The sub { ... } evaluates to a coderef, so you can directly assign it to a scalar variable. If you want to assign a named function (e.g. foo), you have to obtain the reference like \&foo.
You can call coderefs like $code->(#args) or &$code(#args).
The code
$f = \make_saying("Howdy")
evaluates make_saying("Howdy"), and takes a reference to the returned value. So you get a reference that points to a coderef, not a coderef itself.
Therefore, it can't be called like &$f("world"), you need to dereference one extra level: &$$f("world").
A closure is a function that is bound to a certain environment.
The environment consists of all currently visible variables, so a closure always remembers that scope. In the code
my $x;
sub foo {
my $y;
return sub { "$x, $y" };
}
foo is a closure over $x, as the outer environment consists of $x. The inner sub is a closure over $x and $y.
Each time foo is executed, we get a new $y and therefore a new closure. Most importantly $y does not "go out of scope" when foo is left, but it will be "kept alive" as it's still reachable from the closure returned.
In short: $y is a "local state" of the closure returned.
When we execute make_saying("Howdy"), the $salute variable is set to Howdy. The returned closure remembers that scope.
When we execute it again with make_saying("Greetings"), the body of make_saying is evaluated again. The $salute is now set to Greetings, and the inner sub closes over this variable. This variable is separate from the previous $salute, which still exists, but isn't accessible except through the first closure.
The two greeters have closed over separate $salute variables. When they are executed, their respective $salute is still in scope, and they can access and modify the value.

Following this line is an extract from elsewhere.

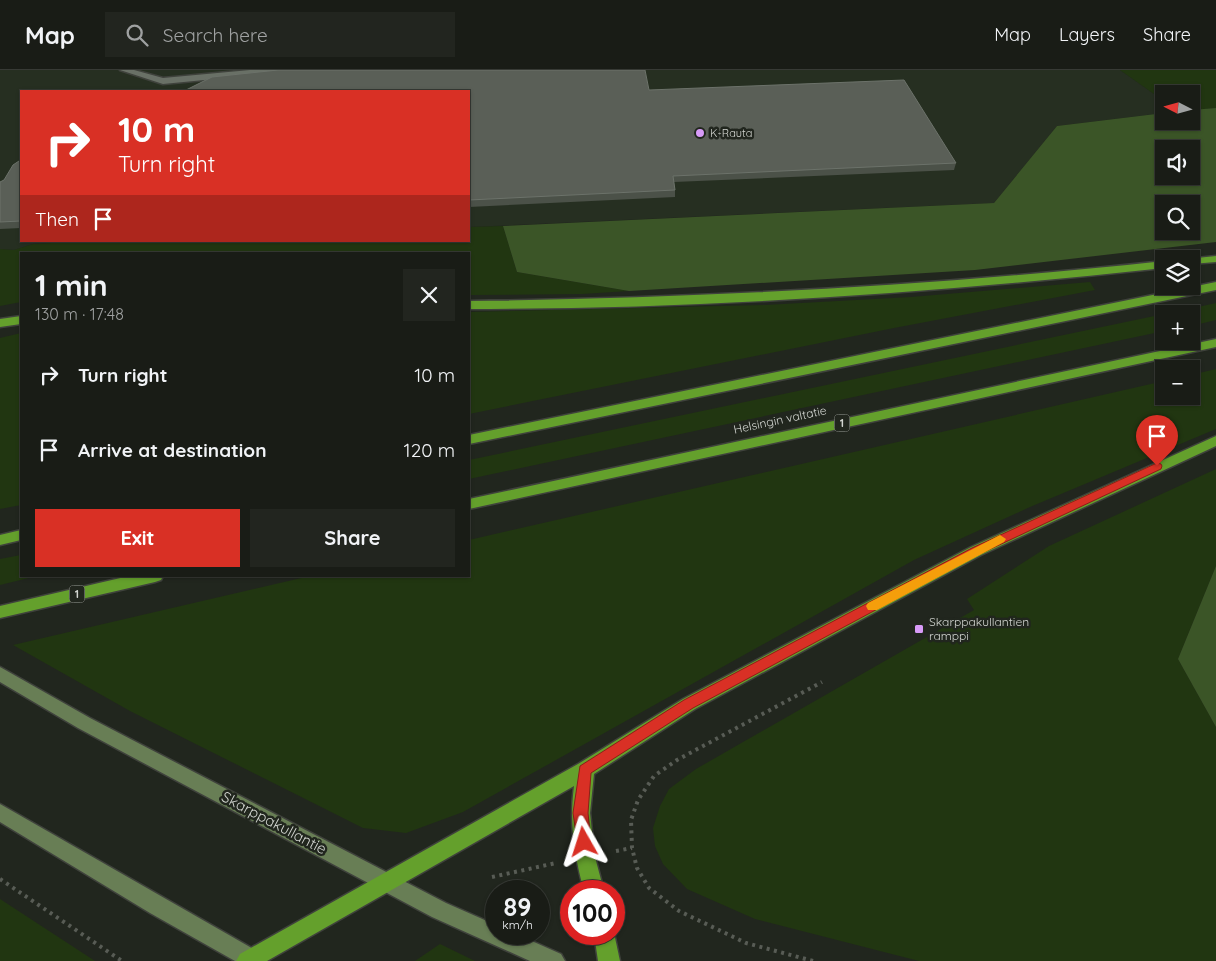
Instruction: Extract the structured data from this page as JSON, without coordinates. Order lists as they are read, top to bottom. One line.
{"streets":{"highway":["Helsingin valtatie","1"],"main road":["Skarppakullantie"]},"places":{"other":["K-Rauta"],"transit":["Skarppakullantien ramppi"]},"north":"left","page":{"header":"Map","search":"Search here","nav":["Map","Layers","Share"],"map_buttons":["+","−"],"turn":["10 m","Turn right"],"then":"Then","heading":["1 min","130 m · 17:48"],"list":[{"name":"Turn right","value":"10 m"},{"name":"Arrive at destination","value":"120 m"}],"buttons":["Exit","Share"],"speed":"89 km/h","limit":"100"}}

If a variable is asigned to a function, is it automatically a
reference to that function?
No. In example the function make_saying return reference another function. Such closures do not have name and can catch a variable from outside its scope (variable $salute in your example).
In that above code, can i write $f = \make_saying("Howdy") instead?
And when can i use the & cause i tried using that in passing the
parameters (&$f("world")) but it doesnt work.
No. $f = \make_saying("Howdy") is not what you think (read amon post for details). You can write $f = \&make_saying; which means "put into $f reference to function make_saying". You can use it later like this:
my $f = \&make_saying;
my $other_f = $f->("Howdy");
$other_f->("world");
and lastly, In that code above how in he** did the words world and
earthlings got appended to the words howdy and greetings.
make_saying creating my variable which goes into lamda (my $newfunc = sub); that lambda is returned from make_saying. It holds the given word "Howdy" through "closing" (? sorry dont know which word in english).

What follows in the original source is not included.